══ SUPPLIED DATA

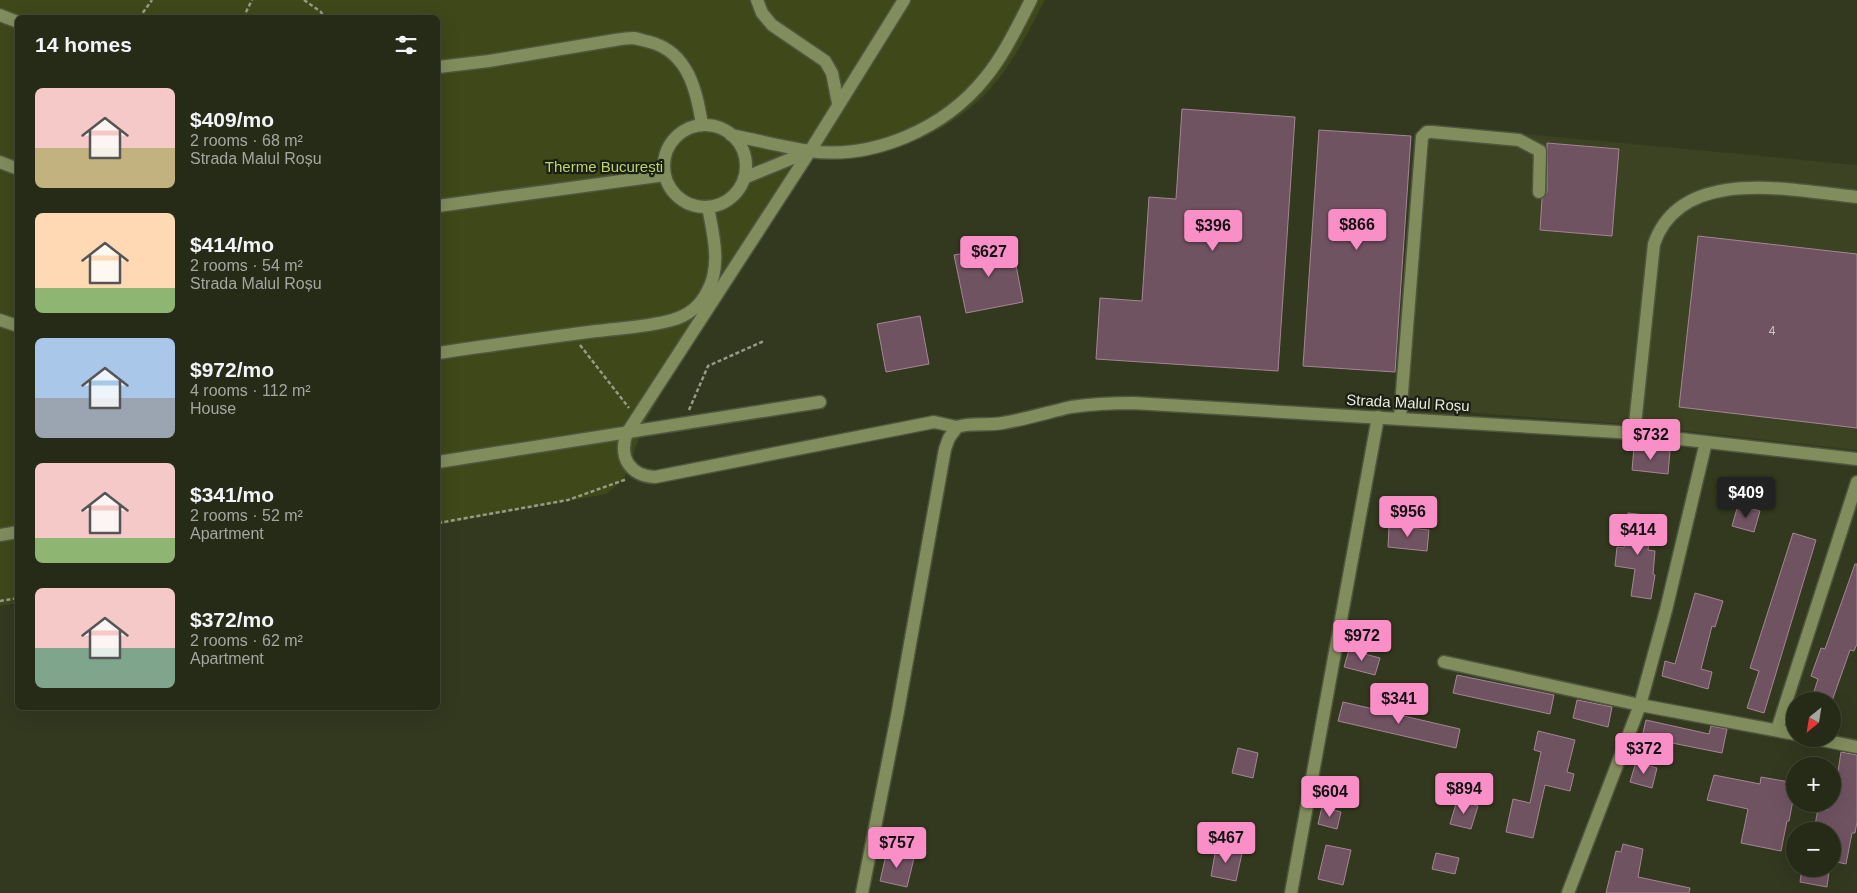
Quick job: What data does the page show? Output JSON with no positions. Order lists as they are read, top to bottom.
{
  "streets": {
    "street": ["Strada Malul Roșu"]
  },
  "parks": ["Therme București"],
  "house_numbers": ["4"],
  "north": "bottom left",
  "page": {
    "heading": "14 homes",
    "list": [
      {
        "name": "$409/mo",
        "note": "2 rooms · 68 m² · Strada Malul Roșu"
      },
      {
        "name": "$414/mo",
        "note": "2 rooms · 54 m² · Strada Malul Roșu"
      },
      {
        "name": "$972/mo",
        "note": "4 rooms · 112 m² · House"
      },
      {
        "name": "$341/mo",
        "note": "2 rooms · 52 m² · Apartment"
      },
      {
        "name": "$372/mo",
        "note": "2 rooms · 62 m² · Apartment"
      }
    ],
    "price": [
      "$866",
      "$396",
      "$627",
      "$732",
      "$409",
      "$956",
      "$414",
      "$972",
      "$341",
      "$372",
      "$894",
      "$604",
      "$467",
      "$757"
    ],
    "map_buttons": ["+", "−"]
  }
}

════

# WORK TASK
What lines in the data include the string "bottom"? Copy each one.

# SOLUTION TO THIS EXERCISE
Quick job: What data does the page show? Output JSON with no positions. Order lists as they are read, top to bottom.
  "north": "bottom left",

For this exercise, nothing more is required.